Here are the main dilemmas a founder will encounter:
At what point in your career should you launch a startup? If you have an idea, are you better to jump in now or continue in your current position, building skills and money that might be helpful later on to better develop the idea? What if you are ready and the economy isn’t?
Solo vs. team approach
Should you launch the business yourself or try to attract co-founders? Going it alone will increase your control but might push financial returns further down the road. A co-founder can accelerate your company’s growth but, depending how you split equity, can limit or even take away control.
In attracting co-founders, should you bring in friends, family, acquaintances, former co-workers, or strangers? Reaching beyond your immediate circle might maximize the wealth opportunities but will be less comfortable. On the other hand, launching a business with a romantic partner or family member could lead to relationship and business tumult.
Roles and rewards
If you have a co-founder, what roles should each of you play? What decisions can you make alone, and which should be joint? How should you divide equity and other financial rewards among the founding team?
What type of investors will you reach out to at different stages of growth and what challenges will that involve?
Outside investors usually want a measure of control or complete control, so for this dilemma you definitely have to know whether you want to be rich or king.

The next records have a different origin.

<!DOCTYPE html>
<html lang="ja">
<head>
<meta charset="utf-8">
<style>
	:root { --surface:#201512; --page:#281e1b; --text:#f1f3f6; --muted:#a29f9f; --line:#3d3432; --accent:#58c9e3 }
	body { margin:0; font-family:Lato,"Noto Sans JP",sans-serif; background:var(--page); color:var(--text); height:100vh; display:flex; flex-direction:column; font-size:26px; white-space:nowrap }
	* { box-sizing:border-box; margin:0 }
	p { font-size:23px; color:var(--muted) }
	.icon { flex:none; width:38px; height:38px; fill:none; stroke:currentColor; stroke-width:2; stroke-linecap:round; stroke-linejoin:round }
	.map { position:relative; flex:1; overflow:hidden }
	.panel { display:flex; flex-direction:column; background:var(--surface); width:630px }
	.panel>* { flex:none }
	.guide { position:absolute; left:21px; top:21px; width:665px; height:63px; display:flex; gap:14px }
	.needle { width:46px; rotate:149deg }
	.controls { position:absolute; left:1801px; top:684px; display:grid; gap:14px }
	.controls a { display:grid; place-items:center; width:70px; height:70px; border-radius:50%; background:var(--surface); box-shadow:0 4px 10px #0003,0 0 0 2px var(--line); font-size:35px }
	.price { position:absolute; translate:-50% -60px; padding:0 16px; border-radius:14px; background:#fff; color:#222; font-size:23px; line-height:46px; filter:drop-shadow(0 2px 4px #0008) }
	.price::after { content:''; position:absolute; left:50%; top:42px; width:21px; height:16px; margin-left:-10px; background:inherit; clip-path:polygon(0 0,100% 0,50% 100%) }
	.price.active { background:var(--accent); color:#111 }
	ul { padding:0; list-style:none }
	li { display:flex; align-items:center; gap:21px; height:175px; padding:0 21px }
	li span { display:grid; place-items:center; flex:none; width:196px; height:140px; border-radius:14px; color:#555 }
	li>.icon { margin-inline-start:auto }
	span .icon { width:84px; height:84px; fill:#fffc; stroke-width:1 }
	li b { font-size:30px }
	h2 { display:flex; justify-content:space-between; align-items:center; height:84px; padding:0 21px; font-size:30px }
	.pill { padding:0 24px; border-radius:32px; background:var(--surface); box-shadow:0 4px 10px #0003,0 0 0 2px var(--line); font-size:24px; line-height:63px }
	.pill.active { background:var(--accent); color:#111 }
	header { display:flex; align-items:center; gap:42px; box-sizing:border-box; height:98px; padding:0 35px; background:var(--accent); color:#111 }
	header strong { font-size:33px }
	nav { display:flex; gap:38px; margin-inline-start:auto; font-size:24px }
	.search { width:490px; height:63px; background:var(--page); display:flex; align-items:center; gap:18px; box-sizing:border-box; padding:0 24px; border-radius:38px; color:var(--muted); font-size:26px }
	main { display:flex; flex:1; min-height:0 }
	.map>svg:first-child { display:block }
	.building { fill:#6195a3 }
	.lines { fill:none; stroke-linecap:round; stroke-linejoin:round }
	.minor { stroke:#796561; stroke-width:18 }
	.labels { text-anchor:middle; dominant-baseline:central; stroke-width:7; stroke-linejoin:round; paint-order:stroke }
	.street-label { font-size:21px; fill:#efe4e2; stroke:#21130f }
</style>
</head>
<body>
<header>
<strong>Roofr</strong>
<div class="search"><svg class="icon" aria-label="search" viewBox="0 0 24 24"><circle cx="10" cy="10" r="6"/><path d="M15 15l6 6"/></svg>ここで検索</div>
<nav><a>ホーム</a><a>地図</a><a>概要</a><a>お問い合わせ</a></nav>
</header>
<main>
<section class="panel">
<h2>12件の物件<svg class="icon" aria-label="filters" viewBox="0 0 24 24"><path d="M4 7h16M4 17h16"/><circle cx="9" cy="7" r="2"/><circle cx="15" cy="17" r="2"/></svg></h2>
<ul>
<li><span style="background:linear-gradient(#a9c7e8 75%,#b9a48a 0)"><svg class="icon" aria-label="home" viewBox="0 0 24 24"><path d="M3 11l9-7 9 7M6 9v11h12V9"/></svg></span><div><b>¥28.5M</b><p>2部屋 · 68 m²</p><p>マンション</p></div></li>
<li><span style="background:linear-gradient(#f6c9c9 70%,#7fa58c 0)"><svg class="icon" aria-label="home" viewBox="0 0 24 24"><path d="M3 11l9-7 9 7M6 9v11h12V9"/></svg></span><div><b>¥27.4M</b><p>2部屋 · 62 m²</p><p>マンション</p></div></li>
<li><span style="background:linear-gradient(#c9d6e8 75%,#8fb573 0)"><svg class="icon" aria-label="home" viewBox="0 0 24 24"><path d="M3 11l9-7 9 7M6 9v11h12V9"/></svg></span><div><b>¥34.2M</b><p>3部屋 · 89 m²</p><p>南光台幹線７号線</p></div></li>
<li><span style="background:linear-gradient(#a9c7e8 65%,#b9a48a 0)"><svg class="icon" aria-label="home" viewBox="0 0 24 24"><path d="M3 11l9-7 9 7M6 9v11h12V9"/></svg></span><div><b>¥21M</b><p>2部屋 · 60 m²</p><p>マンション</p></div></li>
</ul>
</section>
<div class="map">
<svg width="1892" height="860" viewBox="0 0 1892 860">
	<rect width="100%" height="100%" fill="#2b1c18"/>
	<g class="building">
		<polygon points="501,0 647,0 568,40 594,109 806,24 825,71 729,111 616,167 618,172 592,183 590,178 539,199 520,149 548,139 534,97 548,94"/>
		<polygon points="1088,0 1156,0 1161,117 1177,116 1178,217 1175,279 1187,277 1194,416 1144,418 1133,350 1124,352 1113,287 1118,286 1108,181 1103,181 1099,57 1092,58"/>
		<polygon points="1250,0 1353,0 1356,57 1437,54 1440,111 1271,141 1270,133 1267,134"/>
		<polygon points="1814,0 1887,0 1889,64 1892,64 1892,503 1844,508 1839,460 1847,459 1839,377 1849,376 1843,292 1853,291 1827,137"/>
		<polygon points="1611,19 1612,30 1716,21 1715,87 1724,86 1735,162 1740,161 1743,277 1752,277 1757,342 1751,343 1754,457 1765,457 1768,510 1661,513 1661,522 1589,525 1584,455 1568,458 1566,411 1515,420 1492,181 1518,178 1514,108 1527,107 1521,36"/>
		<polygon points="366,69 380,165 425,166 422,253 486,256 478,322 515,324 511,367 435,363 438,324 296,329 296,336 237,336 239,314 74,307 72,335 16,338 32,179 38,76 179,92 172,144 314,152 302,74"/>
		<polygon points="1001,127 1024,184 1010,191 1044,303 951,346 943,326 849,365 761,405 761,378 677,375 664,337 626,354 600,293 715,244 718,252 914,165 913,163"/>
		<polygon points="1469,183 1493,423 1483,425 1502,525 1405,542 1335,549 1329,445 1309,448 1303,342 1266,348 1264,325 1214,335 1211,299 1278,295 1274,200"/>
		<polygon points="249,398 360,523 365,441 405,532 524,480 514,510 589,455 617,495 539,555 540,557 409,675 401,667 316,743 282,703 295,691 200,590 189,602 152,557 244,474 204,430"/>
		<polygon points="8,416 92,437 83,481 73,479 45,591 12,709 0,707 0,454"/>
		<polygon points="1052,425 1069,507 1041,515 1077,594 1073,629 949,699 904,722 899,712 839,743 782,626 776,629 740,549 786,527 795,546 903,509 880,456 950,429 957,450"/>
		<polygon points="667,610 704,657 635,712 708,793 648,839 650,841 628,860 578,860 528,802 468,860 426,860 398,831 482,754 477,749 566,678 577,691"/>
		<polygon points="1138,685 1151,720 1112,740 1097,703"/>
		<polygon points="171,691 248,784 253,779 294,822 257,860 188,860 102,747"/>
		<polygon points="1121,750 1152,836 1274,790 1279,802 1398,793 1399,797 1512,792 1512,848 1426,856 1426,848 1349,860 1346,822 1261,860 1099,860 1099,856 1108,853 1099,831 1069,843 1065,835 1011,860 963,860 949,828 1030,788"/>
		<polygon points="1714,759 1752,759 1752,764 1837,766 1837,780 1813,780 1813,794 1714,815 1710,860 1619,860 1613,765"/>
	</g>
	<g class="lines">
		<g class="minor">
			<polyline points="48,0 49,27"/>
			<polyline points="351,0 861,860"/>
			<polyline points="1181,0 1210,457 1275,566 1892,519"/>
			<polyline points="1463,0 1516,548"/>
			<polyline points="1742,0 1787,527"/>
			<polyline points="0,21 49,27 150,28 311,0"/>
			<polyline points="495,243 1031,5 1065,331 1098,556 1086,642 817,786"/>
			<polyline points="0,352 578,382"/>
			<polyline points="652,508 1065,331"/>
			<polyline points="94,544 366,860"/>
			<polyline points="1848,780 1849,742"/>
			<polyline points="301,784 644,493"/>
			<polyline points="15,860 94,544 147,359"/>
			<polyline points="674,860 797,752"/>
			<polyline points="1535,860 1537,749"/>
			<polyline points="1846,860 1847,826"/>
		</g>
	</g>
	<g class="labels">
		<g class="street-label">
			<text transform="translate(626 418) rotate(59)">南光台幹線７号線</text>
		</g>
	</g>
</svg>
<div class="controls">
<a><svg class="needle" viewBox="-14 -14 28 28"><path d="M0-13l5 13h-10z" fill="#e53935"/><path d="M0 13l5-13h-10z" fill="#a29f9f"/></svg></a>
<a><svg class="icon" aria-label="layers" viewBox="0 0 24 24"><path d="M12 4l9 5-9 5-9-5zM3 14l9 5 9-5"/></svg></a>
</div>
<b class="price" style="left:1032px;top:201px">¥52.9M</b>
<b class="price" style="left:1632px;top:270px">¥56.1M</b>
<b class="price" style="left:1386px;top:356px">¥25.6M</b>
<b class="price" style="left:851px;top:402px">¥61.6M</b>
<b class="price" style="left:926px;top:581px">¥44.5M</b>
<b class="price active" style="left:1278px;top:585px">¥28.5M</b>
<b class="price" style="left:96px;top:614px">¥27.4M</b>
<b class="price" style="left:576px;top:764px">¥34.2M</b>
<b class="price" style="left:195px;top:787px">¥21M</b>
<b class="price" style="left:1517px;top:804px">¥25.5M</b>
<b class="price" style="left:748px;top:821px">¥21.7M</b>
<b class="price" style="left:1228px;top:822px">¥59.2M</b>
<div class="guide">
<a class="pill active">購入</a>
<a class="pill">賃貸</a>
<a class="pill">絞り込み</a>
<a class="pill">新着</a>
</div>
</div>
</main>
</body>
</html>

Some founders intend to eventually step down as chief executive officer, cashing out and moving on to another position or to launch another startup. Other entrepreneurs aim to remain at the helm for as long as they are healthy. It’s important to think through, and prepare for, the ultimate scenario.
All these dilemmas are critical to a business, but Prof. Wasserman pays particular attention to what he calls the Three Rs: relationships, roles and rewards. It’s important these be aligned, because the linkages between them are strong.
“A decision made at one point can make a subsequent decision turn out badly, even if the subsequent decision might have turned out well in different circumstances,” he notes.
“At best, misalignment of the Three Rs will bring tension and dissension; at worst, it can blow up the founding team.”
Prof. Wasserman provides a great deal of data and stories about high-potential technology and life-sciences startups. His book offers much more information than most entrepreneurs can handle at once, but it is probably essential for them to know.
It would make sense to read the first chapters as key points are outlined, scan the rest, and come back to the book when you hit stages of growth or dilemmas where reading every last word in a chapter could be critical.
Entrepreneurs Steve Blank and Bob Dorf offer a step-by-step guide for building a company from scratch in The Startup Owner’s Manual (K&S Ranch Publishers, 571 pages, $44.78).
Entrepreneur Chris Guillebeau tells how to craft a life of independence and purpose in The $100 Startup (Crown Business, 285 pages, $26.95).
In Serial Innovators (John Wiley, 202 pages, $41.95), Claudio Fezer, a director of McKinsey & Co., takes findings from economics, psychology, neuroscience and sociology to show entrepreneurs how to overcome the obstacles to growth as their firm ages.